Before we take a look at what you can do to protect yourself against ransomware, let’s first take a closer look at how files in OneDrive or SharePoint can get infected.

Most people assume that files stored online can’t be infected. The problem, however, is that pretty much all the OneDrives are synced to a local device. And even with SharePoint, we see that a lot of users synchronize the document libraries with their devices.

Locally stored files are easier to work with, but they are also exposed to ransomware attacks.

When a device gets infected with ransomware, any files that are encrypted are simply synced backed to OneDrive or SharePoint.

Otherways to infect files

Even if you don’t sync the files, there are still ways for ransomware to encrypt them in OneDrive or SharePoint. Attackers can gain access to your Microsoft 365 environment after a successful phishing attack, encrypting all your OneDrive files.

Malware or phishing links that request permission to access your OneDrive are also a way for an attacker to gain access to your files.
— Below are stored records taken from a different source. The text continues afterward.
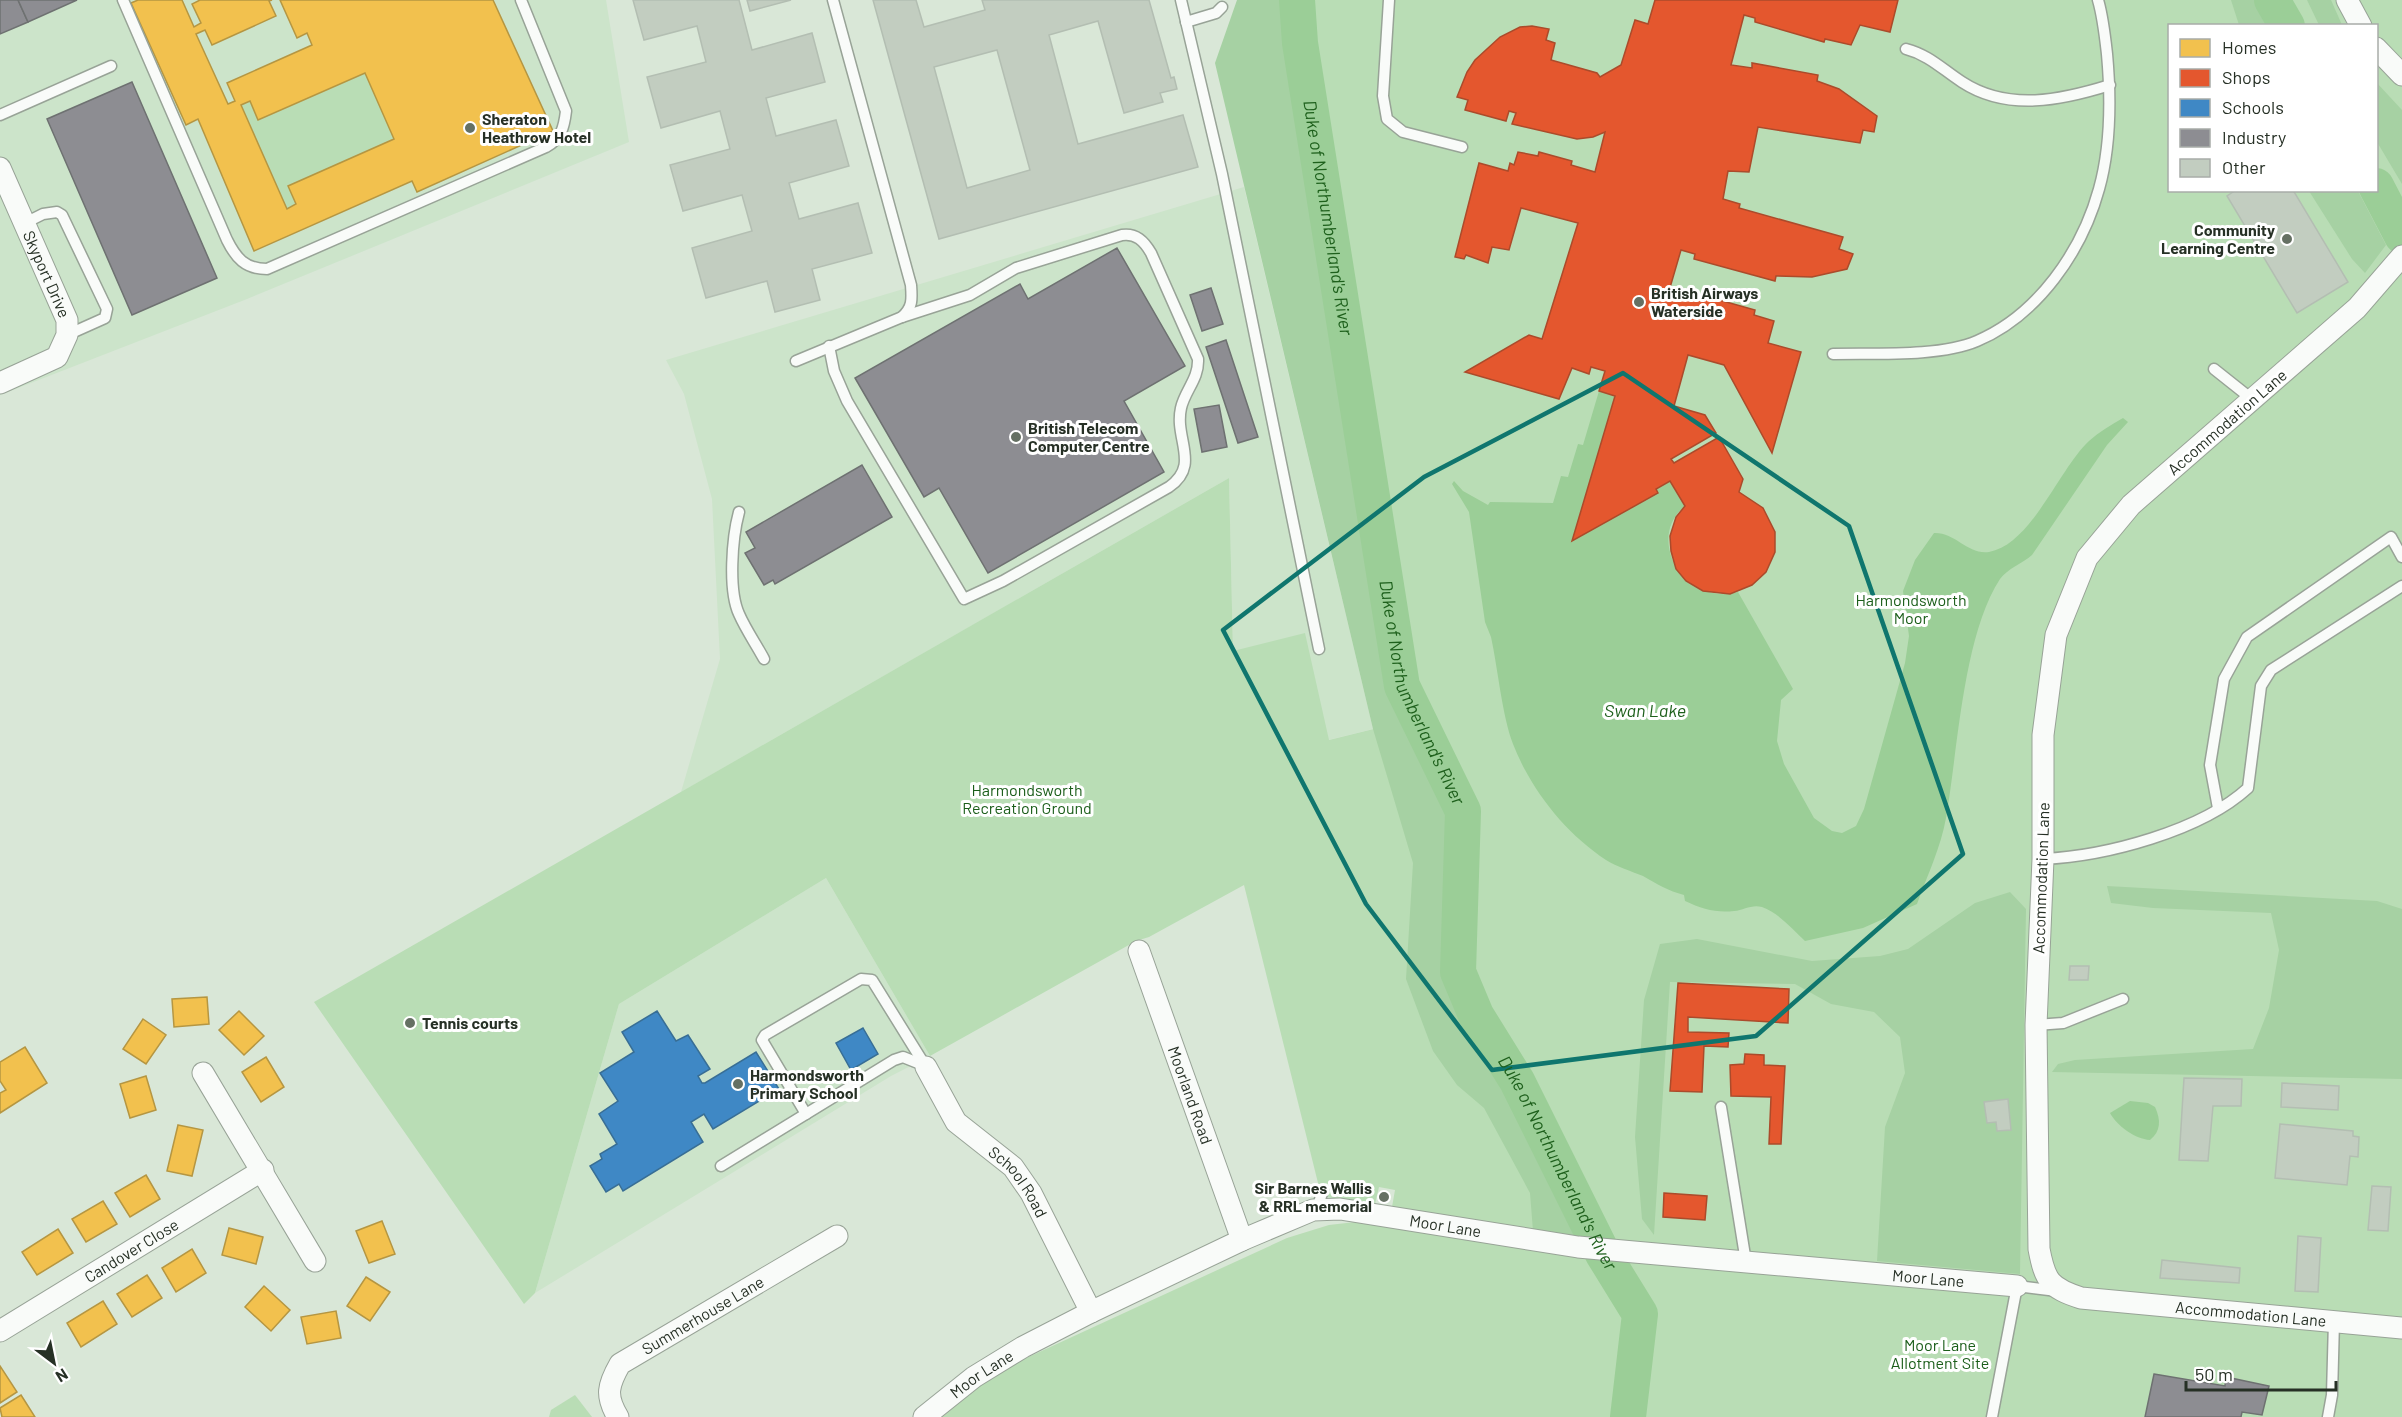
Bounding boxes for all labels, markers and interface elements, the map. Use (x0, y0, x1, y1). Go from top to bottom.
legend (2168, 24, 2378, 192)
text: Homes (2222, 36, 2276, 58)
text: Shops (2222, 66, 2271, 88)
text: Schools (2222, 96, 2284, 118)
water label: Duke of Northumberland's River (1299, 98, 1358, 337)
place label: Sheraton Heathrow Hotel (482, 109, 591, 146)
marker: Sheraton Heathrow Hotel (463, 121, 477, 135)
text: Industry (2222, 126, 2286, 148)
text: Other (2222, 156, 2266, 178)
place label: Community Learning Centre (2161, 220, 2275, 257)
street label: Skyport Drive (20, 228, 75, 320)
marker: Community Learning Centre (2280, 232, 2294, 246)
place label: British Airways Waterside (1651, 283, 1758, 320)
marker: British Airways Waterside (1632, 295, 1646, 309)
street label: Accommodation Lane (2163, 365, 2290, 478)
place label: British Telecom Computer Centre (1028, 418, 1150, 455)
marker: British Telecom Computer Centre (1009, 430, 1023, 444)
water label: Duke of Northumberland's River (1375, 578, 1470, 808)
park label: Harmondsworth Moor (1855, 590, 1967, 627)
water label: Swan Lake (1604, 699, 1686, 721)
park label: Harmondsworth Recreation Ground (962, 780, 1092, 817)
street label: Accommodation Lane (2028, 802, 2053, 954)
place label: Tennis courts (422, 1013, 518, 1032)
marker: Tennis courts (403, 1016, 417, 1030)
street label: Moorland Road (1165, 1043, 1217, 1146)
water label: Duke of Northumberland's River (1494, 1051, 1623, 1274)
place label: Harmondsworth Primary School (750, 1065, 864, 1102)
marker: Harmondsworth Primary School (731, 1077, 745, 1091)
street label: School Road (985, 1142, 1052, 1220)
place label: Sir Barnes Wallis & RRL memorial (1255, 1178, 1372, 1215)
marker: Sir Barnes Wallis & RRL memorial (1377, 1190, 1391, 1204)
street label: Moor Lane (1408, 1210, 1483, 1240)
street label: Candover Close (81, 1214, 182, 1286)
street label: Moor Lane (1891, 1265, 1965, 1290)
street label: Summerhouse Lane (638, 1271, 767, 1358)
street label: Accommodation Lane (2175, 1297, 2327, 1330)
north arrow (24, 1333, 84, 1393)
park label: Moor Lane Allotment Site (1891, 1335, 1989, 1372)
street label: Moor Lane (946, 1345, 1016, 1402)
scale bar (2186, 1354, 2336, 1392)
text: 50 m (2195, 1363, 2233, 1385)
text: N (53, 1365, 72, 1387)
Office 365 Ransomware Recovery

When you are hit with ransomware, the first thing you should do is stop the OneDrive sync on all computers and remove the infected machine from the network. By disabling the OneDrive sync, you might be able to recover the infected files from the other (not yet) infected machines.


Firstly, you could try to restore your files by reverting back to a previous version of the file. The problem with SharePoint is that you can’t do this for a whole folder at once—you will have to do it per file.

You could of course try to use PowerShell for this. The PnP library does have a cmdlet to revert the file version, but it will require you to write and test a script first.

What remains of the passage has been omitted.